Then I became a mother. Sigh. Motherhood changes everything doesn’t it? And much in the way of these two authors who saw their mothers in a different light after having kids, I did as well. I understood now the price that she paid, willingly and lovingly, to raise her four children. I also felt like I had a new understanding, although I could never know completely, about what she went through with my little brother Zeb. I hesitate to say that it opens up a wound, but the good news is that God is gracious and merciful and that His presence is a balm for these feelings. He can soothe even the deepest abrasions.
You see, I lost a brother and that was tough. I cherish the memories I have of him. However, I pray that I will never know what it is like to loose a son. As a young girl I had NO idea what my parents went through. Looking back at it with my new perspective as a mom I have to grieve all over again. Every once in a while I will hear stories about that time in our life. I treasure these stories. It’s a part of my life and I want to know everything there is to know about my brother Zeb. I take it all in. Even the hard stuff. It might be stories about his treatment, the chemo, and bone marrow transplant. Or pictures of how young my mother was when she had to endure all this at the age I am now. Or just the look in her eyes when she talks about it. The wholeness and peace that comes from above, along with the empty space that never goes away. And you never want it to.
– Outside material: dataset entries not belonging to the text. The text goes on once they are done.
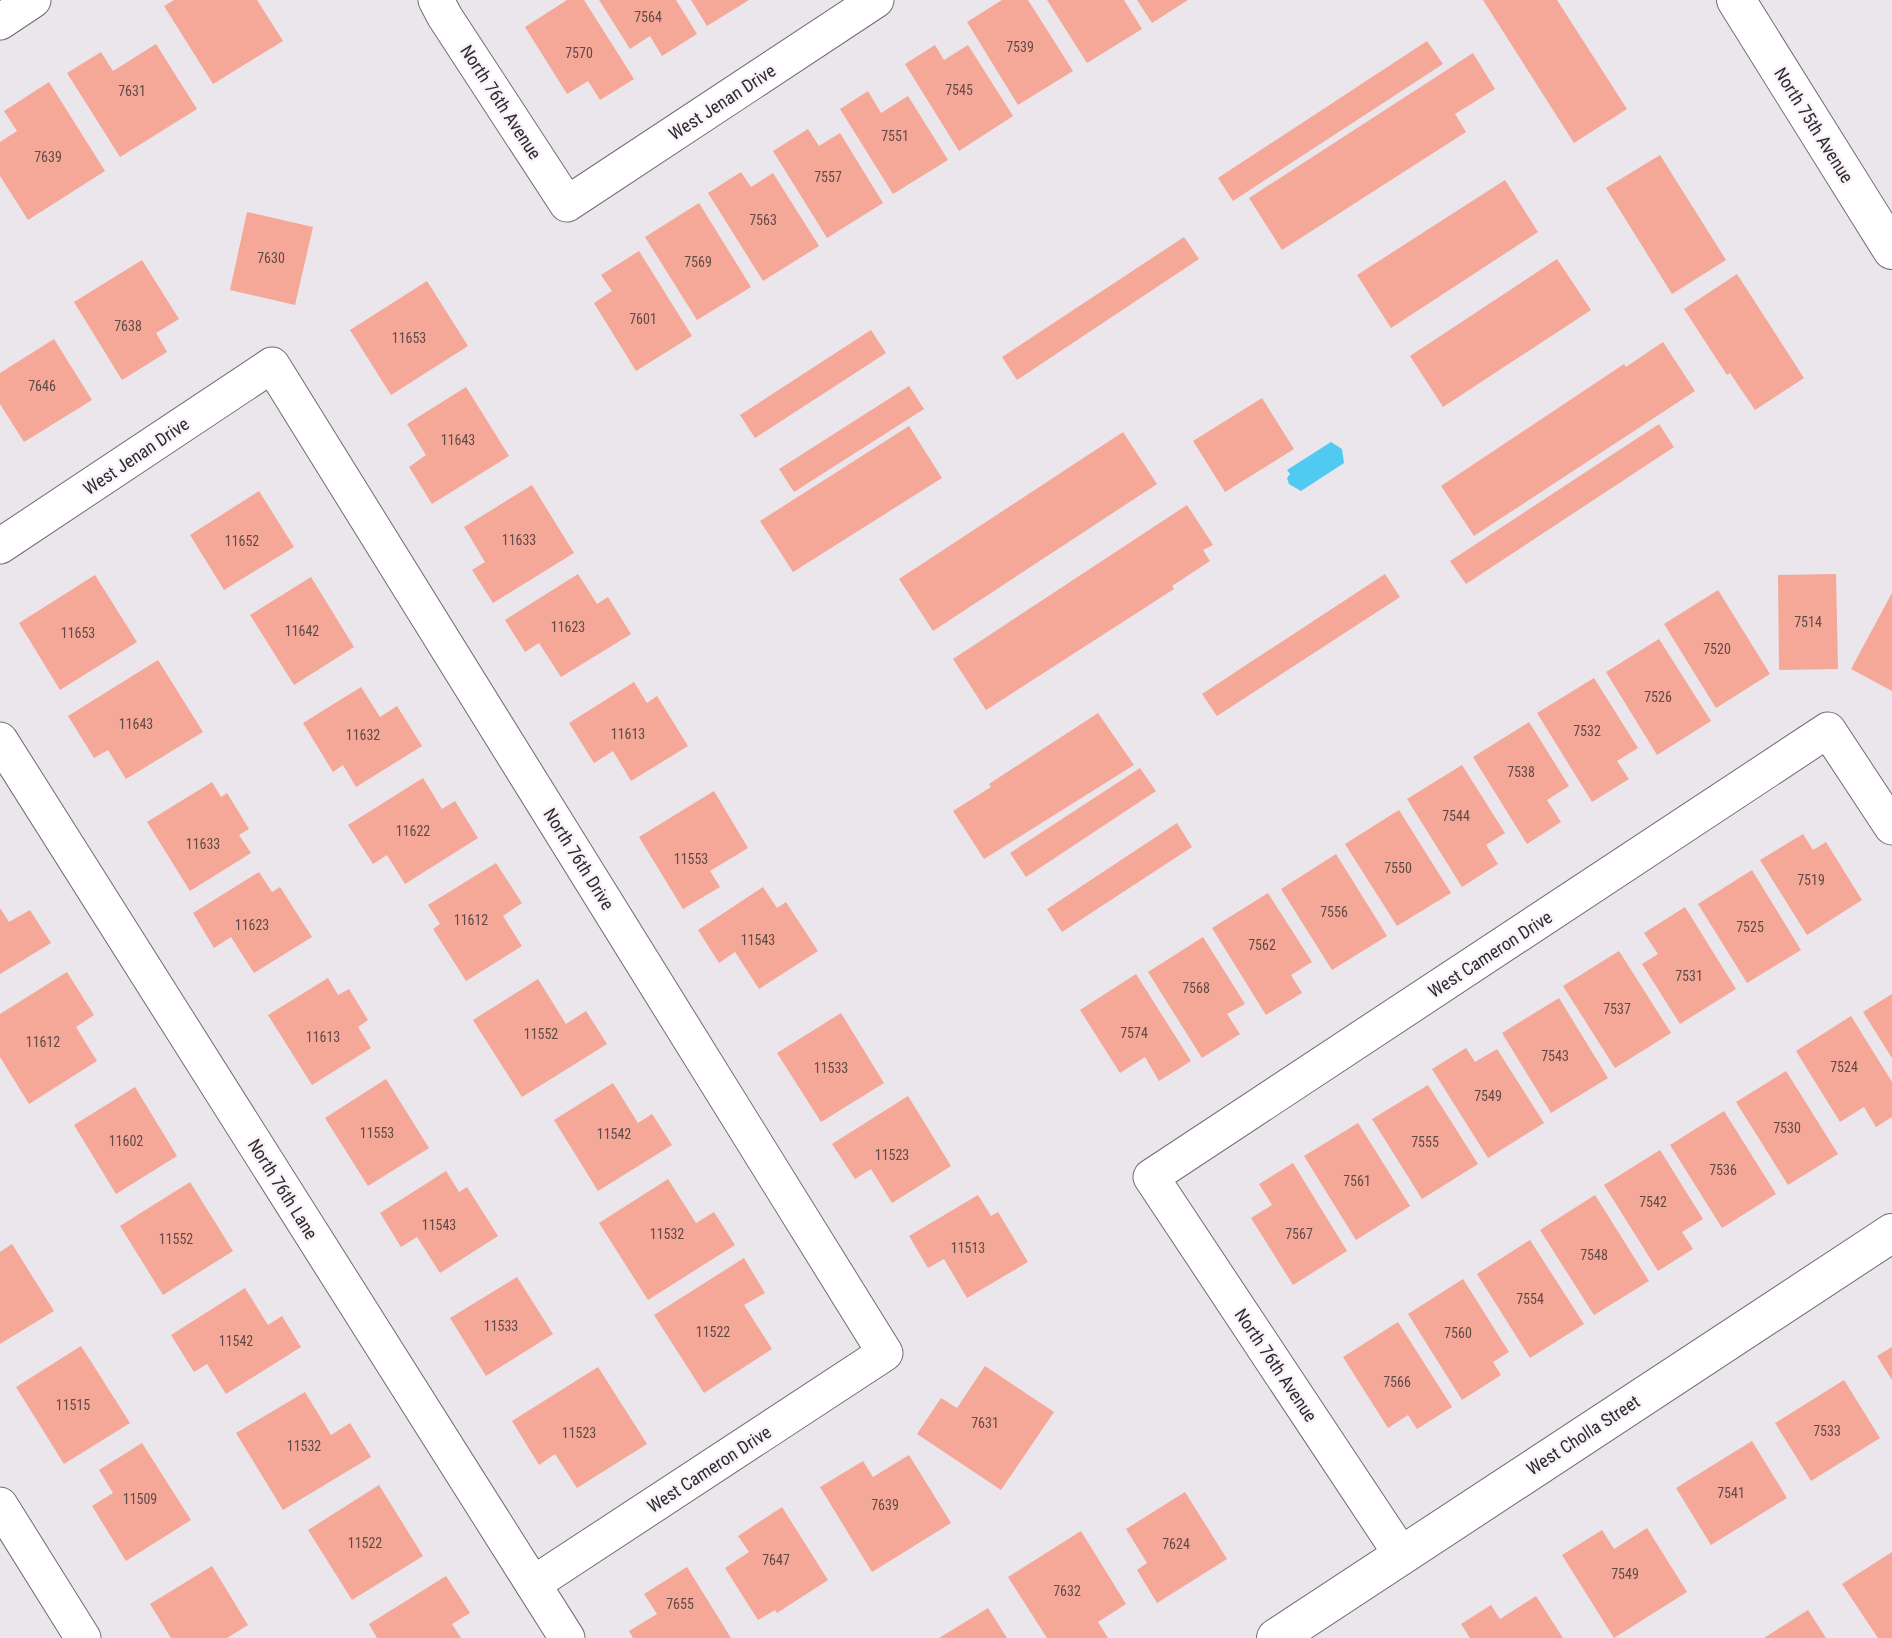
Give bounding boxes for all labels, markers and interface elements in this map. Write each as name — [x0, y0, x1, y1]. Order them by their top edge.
house number: 7564 — [634, 9, 662, 25]
house number: 7539 — [1006, 39, 1034, 55]
street label: North 76th Avenue — [456, 41, 546, 163]
house number: 7570 — [565, 45, 593, 61]
street label: West Jenan Drive — [665, 60, 779, 144]
street label: North 75th Avenue — [1770, 63, 1858, 187]
house number: 7545 — [945, 82, 973, 98]
house number: 7631 — [118, 83, 146, 99]
house number: 7551 — [881, 128, 909, 144]
house number: 7639 — [34, 149, 62, 165]
house number: 7557 — [814, 169, 842, 185]
house number: 7563 — [749, 212, 777, 228]
house number: 7630 — [257, 250, 285, 266]
house number: 7569 — [684, 254, 712, 270]
house number: 7601 — [629, 311, 657, 327]
house number: 7638 — [114, 318, 142, 334]
house number: 11653 — [392, 330, 426, 346]
house number: 7646 — [28, 378, 56, 394]
street label: West Jenan Drive — [79, 413, 193, 499]
house number: 11643 — [441, 432, 475, 448]
house number: 11633 — [502, 532, 536, 548]
house number: 11652 — [225, 533, 259, 549]
house number: 7514 — [1794, 614, 1822, 630]
house number: 11623 — [551, 619, 585, 635]
house number: 11642 — [285, 623, 319, 639]
house number: 11653 — [61, 625, 95, 641]
house number: 7520 — [1703, 641, 1731, 657]
house number: 7526 — [1644, 689, 1672, 705]
house number: 11643 — [119, 716, 153, 732]
house number: 7532 — [1573, 723, 1601, 739]
house number: 11613 — [611, 726, 645, 742]
house number: 11632 — [346, 727, 380, 743]
house number: 7538 — [1507, 764, 1535, 780]
street label: North 76th Drive — [539, 804, 619, 914]
house number: 7544 — [1442, 808, 1470, 824]
house number: 11622 — [396, 823, 430, 839]
house number: 11633 — [186, 836, 220, 852]
house number: 11553 — [674, 851, 708, 867]
house number: 7550 — [1384, 860, 1412, 876]
house number: 7519 — [1797, 872, 1825, 888]
house number: 7556 — [1320, 904, 1348, 920]
street label: West Cameron Drive — [1424, 906, 1556, 1002]
house number: 11612 — [454, 912, 488, 928]
house number: 11623 — [235, 917, 269, 933]
house number: 7525 — [1736, 919, 1764, 935]
house number: 11543 — [741, 932, 775, 948]
house number: 7562 — [1248, 937, 1276, 953]
house number: 7531 — [1675, 968, 1703, 984]
house number: 7568 — [1182, 980, 1210, 996]
house number: 7537 — [1603, 1001, 1631, 1017]
house number: 7574 — [1120, 1025, 1148, 1041]
house number: 11552 — [524, 1026, 558, 1042]
house number: 11613 — [306, 1029, 340, 1045]
house number: 11612 — [26, 1034, 60, 1050]
house number: 7543 — [1541, 1048, 1569, 1064]
house number: 7524 — [1830, 1059, 1858, 1075]
house number: 11533 — [814, 1060, 848, 1076]
house number: 7549 — [1474, 1088, 1502, 1104]
house number: 7530 — [1773, 1120, 1801, 1136]
house number: 11553 — [360, 1125, 394, 1141]
house number: 11542 — [597, 1126, 631, 1142]
house number: 11602 — [109, 1133, 143, 1149]
house number: 7555 — [1411, 1134, 1439, 1150]
street label: North 76th Lane — [244, 1135, 322, 1243]
house number: 11523 — [875, 1147, 909, 1163]
house number: 7536 — [1709, 1162, 1737, 1178]
house number: 7561 — [1343, 1173, 1371, 1189]
house number: 7542 — [1639, 1194, 1667, 1210]
house number: 11543 — [422, 1217, 456, 1233]
house number: 11532 — [650, 1226, 684, 1242]
house number: 7567 — [1285, 1226, 1313, 1242]
house number: 11552 — [159, 1231, 193, 1247]
house number: 11513 — [951, 1240, 985, 1256]
house number: 7548 — [1580, 1247, 1608, 1263]
house number: 7554 — [1516, 1291, 1544, 1307]
street label: North 76th Avenue — [1230, 1304, 1322, 1426]
house number: 11533 — [484, 1318, 518, 1334]
house number: 11522 — [696, 1324, 730, 1340]
house number: 7560 — [1444, 1325, 1472, 1341]
house number: 11542 — [219, 1333, 253, 1349]
house number: 7566 — [1383, 1374, 1411, 1390]
street label: West Cholla Street — [1522, 1391, 1644, 1479]
house number: 11515 — [56, 1397, 90, 1413]
house number: 7631 — [971, 1415, 999, 1431]
street label: West Cameron Drive — [643, 1421, 775, 1517]
house number: 7533 — [1813, 1423, 1841, 1439]
house number: 11523 — [562, 1425, 596, 1441]
house number: 11532 — [287, 1438, 321, 1454]
house number: 7541 — [1717, 1485, 1745, 1501]
house number: 11509 — [123, 1491, 157, 1507]
house number: 7639 — [871, 1497, 899, 1513]
house number: 11522 — [348, 1535, 382, 1551]
house number: 7624 — [1162, 1536, 1190, 1552]
house number: 7647 — [762, 1552, 790, 1568]
house number: 7549 — [1611, 1566, 1639, 1582]
house number: 7632 — [1053, 1583, 1081, 1599]
house number: 7655 — [666, 1596, 694, 1612]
It’s been 23 years and she does cry every once in a while. Now that I am a mom I totally get that. I am sure she’s crying right now reading this (I am too). It’s weird the way life imprints dates, ages, places on your heart so that you can’t go pass them without tripping a wire. I am sure all of us have those times that serve as a memorial. For me, I think of my mom when my children (especially my oldest son) turn 3 and then 7. Z is seven now actually, and there was one night in particular, after putting him to bed and watching him drift to sleep, I just had to weep over the thought of what that would be like to lose him. I certainly don’t want all this to come across as an obsessive state of hopelessness and depression. It’s quite the contrary. On the occasion that these memories do arise I am reminded of the Savior’s sacrifice. I am reminded of the promise and the hope that we have through Christ. It’s also like rereading the living testament that my parents walk out daily as they prove the redeeming and powerful love of God in the midst of the storms. Lastly, I am honoring a precious little boy’s legacy.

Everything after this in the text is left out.